*Record extracts:*

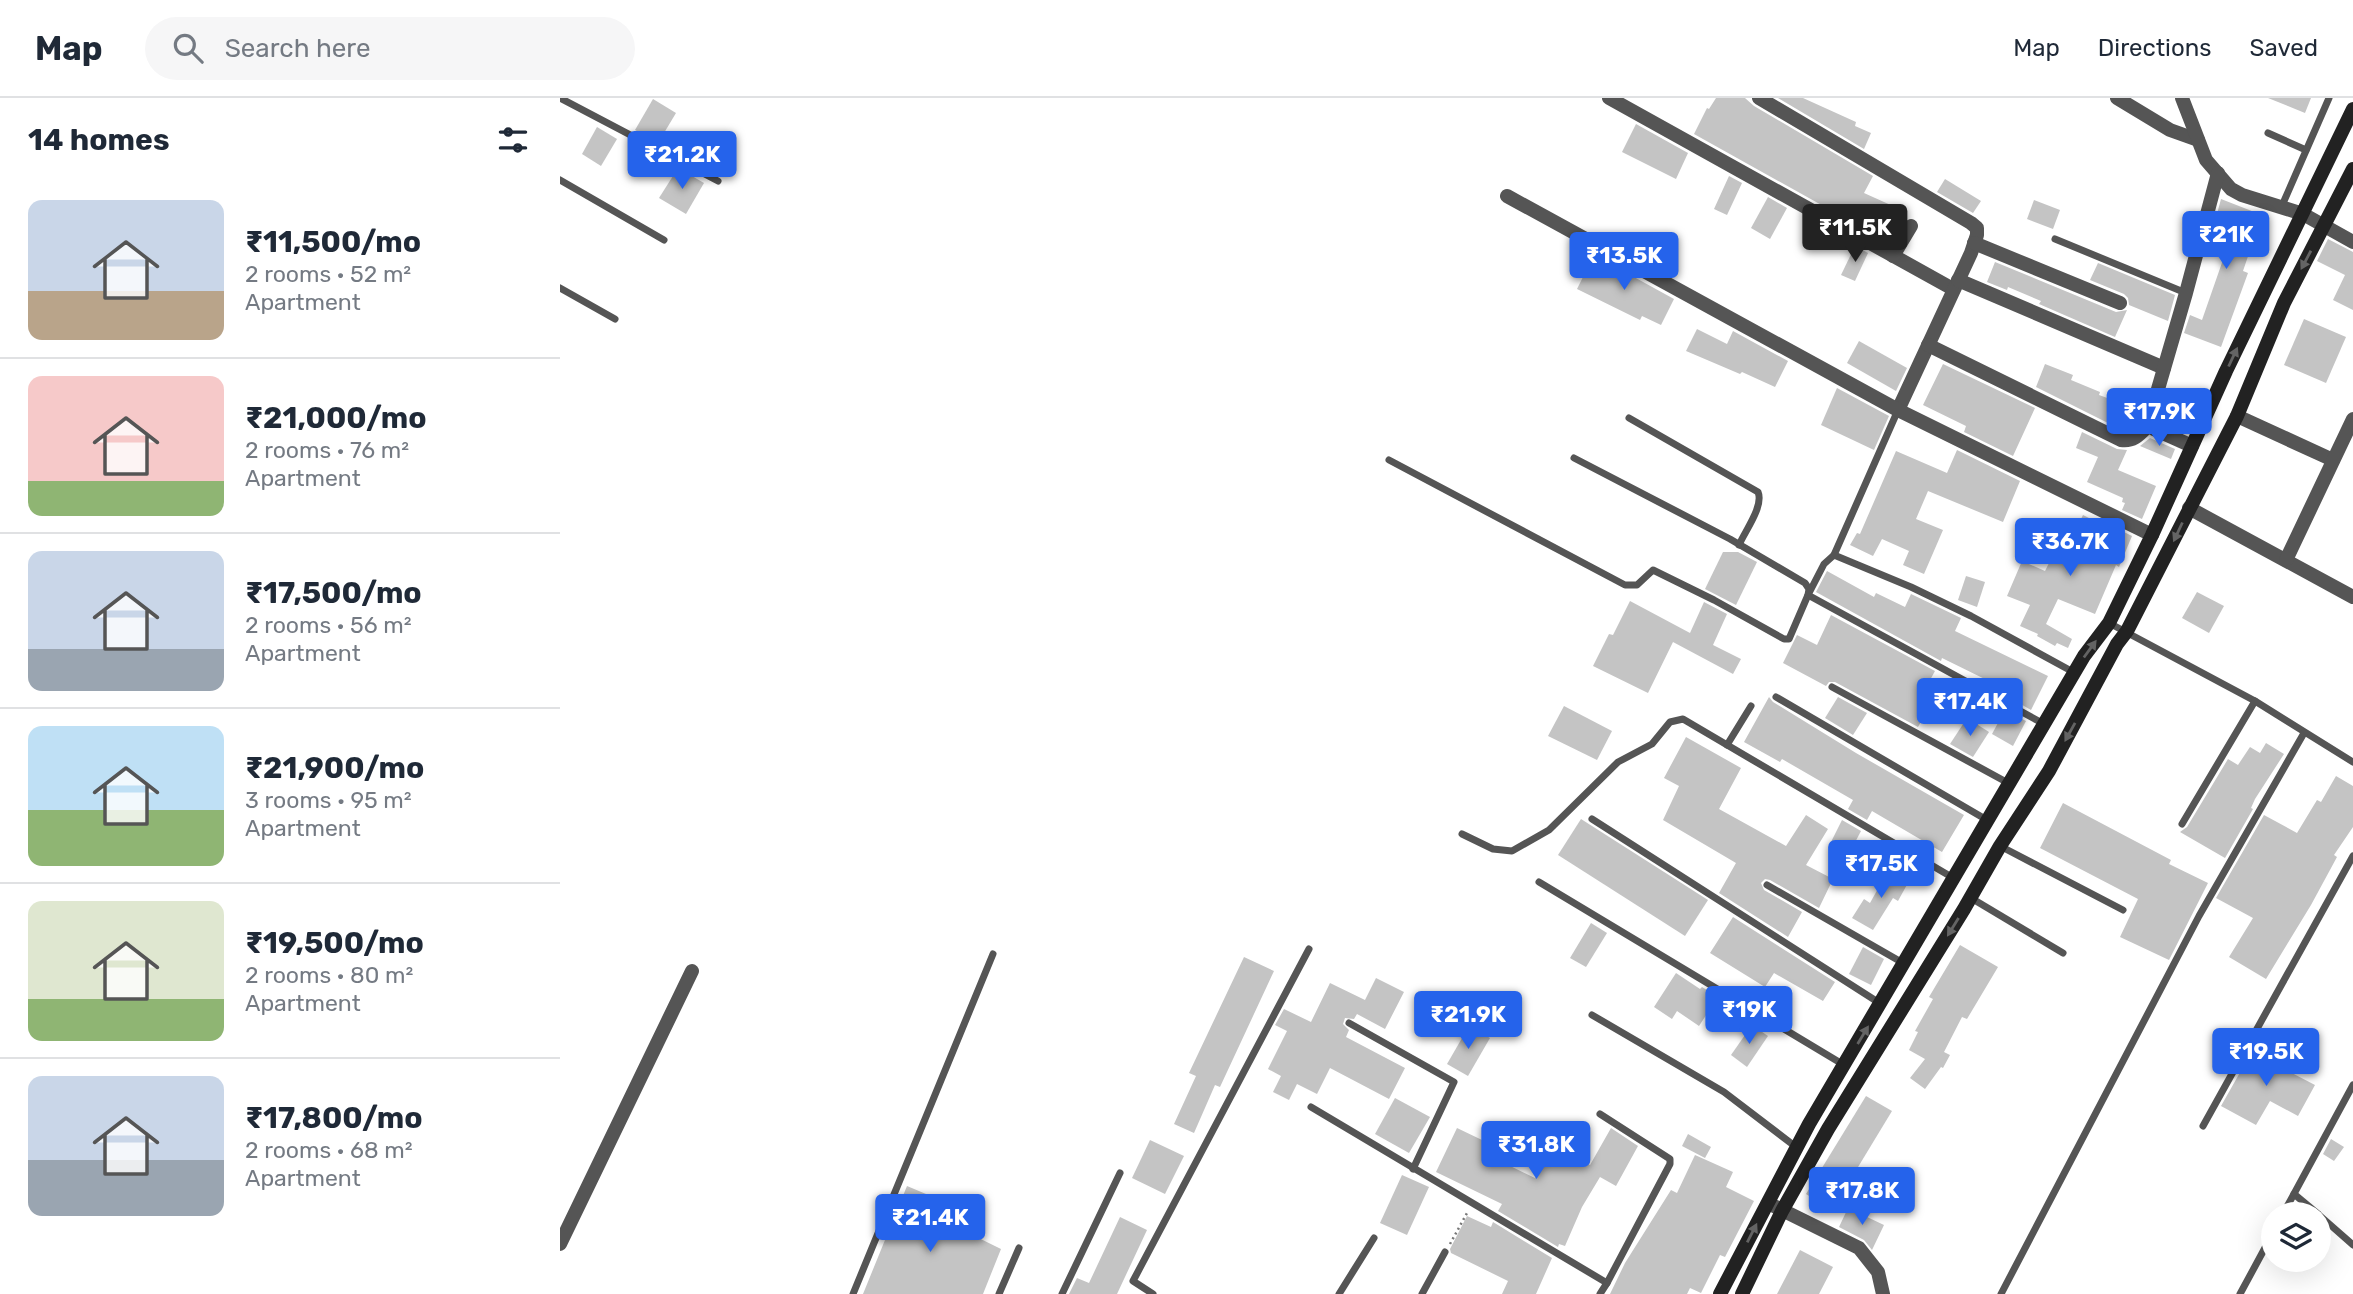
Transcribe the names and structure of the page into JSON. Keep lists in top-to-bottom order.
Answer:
{
  "page": {
    "header": "Map",
    "search": "Search here",
    "nav": ["Map", "Directions", "Saved"],
    "heading": "14 homes",
    "price": [
      "₹21.2K",
      "₹11.5K",
      "₹21K",
      "₹13.5K",
      "₹17.9K",
      "₹36.7K",
      "₹17.4K",
      "₹17.5K",
      "₹19K",
      "₹21.9K",
      "₹19.5K",
      "₹31.8K",
      "₹17.8K",
      "₹21.4K"
    ],
    "list": [
      {
        "name": "₹11,500/mo",
        "note": "2 rooms · 52 m² · Apartment"
      },
      {
        "name": "₹21,000/mo",
        "note": "2 rooms · 76 m² · Apartment"
      },
      {
        "name": "₹17,500/mo",
        "note": "2 rooms · 56 m² · Apartment"
      },
      {
        "name": "₹21,900/mo",
        "note": "3 rooms · 95 m² · Apartment"
      },
      {
        "name": "₹19,500/mo",
        "note": "2 rooms · 80 m² · Apartment"
      },
      {
        "name": "₹17,800/mo",
        "note": "2 rooms · 68 m² · Apartment"
      }
    ]
  }
}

*What is needed:* In your answer, print the entries above exactly, with the pictures left out.

*Output below:*
Transcribe the names and structure of the page into JSON. Keep lists in top-to-bottom order.
Answer:
{
  "page": {
    "header": "Map",
    "search": "Search here",
    "nav": ["Map", "Directions", "Saved"],
    "heading": "14 homes",
    "price": [
      "₹21.2K",
      "₹11.5K",
      "₹21K",
      "₹13.5K",
      "₹17.9K",
      "₹36.7K",
      "₹17.4K",
      "₹17.5K",
      "₹19K",
      "₹21.9K",
      "₹19.5K",
      "₹31.8K",
      "₹17.8K",
      "₹21.4K"
    ],
    "list": [
      {
        "name": "₹11,500/mo",
        "note": "2 rooms · 52 m² · Apartment"
      },
      {
        "name": "₹21,000/mo",
        "note": "2 rooms · 76 m² · Apartment"
      },
      {
        "name": "₹17,500/mo",
        "note": "2 rooms · 56 m² · Apartment"
      },
      {
        "name": "₹21,900/mo",
        "note": "3 rooms · 95 m² · Apartment"
      },
      {
        "name": "₹19,500/mo",
        "note": "2 rooms · 80 m² · Apartment"
      },
      {
        "name": "₹17,800/mo",
        "note": "2 rooms · 68 m² · Apartment"
      }
    ]
  }
}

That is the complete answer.